Check every line of the records below for the string "Solihull" and copy the ones that have it.
=== Begin Enclosure ===
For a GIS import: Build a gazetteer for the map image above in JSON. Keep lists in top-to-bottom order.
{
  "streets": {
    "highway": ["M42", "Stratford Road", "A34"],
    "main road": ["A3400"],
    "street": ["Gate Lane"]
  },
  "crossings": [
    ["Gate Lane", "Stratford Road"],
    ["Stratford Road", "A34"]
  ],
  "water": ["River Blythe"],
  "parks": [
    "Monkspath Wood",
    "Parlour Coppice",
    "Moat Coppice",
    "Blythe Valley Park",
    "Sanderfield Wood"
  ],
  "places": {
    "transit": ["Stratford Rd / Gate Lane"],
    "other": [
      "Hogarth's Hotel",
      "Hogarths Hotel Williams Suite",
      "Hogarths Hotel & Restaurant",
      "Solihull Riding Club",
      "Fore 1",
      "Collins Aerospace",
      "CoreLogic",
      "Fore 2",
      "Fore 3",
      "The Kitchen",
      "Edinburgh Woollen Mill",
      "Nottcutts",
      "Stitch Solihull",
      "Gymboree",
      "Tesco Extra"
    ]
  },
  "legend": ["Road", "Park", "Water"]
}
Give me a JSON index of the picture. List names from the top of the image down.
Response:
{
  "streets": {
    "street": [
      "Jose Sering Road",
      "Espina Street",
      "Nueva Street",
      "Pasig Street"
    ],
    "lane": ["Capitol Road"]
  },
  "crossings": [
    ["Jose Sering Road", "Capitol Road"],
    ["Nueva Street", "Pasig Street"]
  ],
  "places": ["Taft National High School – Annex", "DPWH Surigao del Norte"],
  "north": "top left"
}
=== End Enclosure ===
* Solution to the problem
      "Solihull Riding Club",
      "Stitch Solihull",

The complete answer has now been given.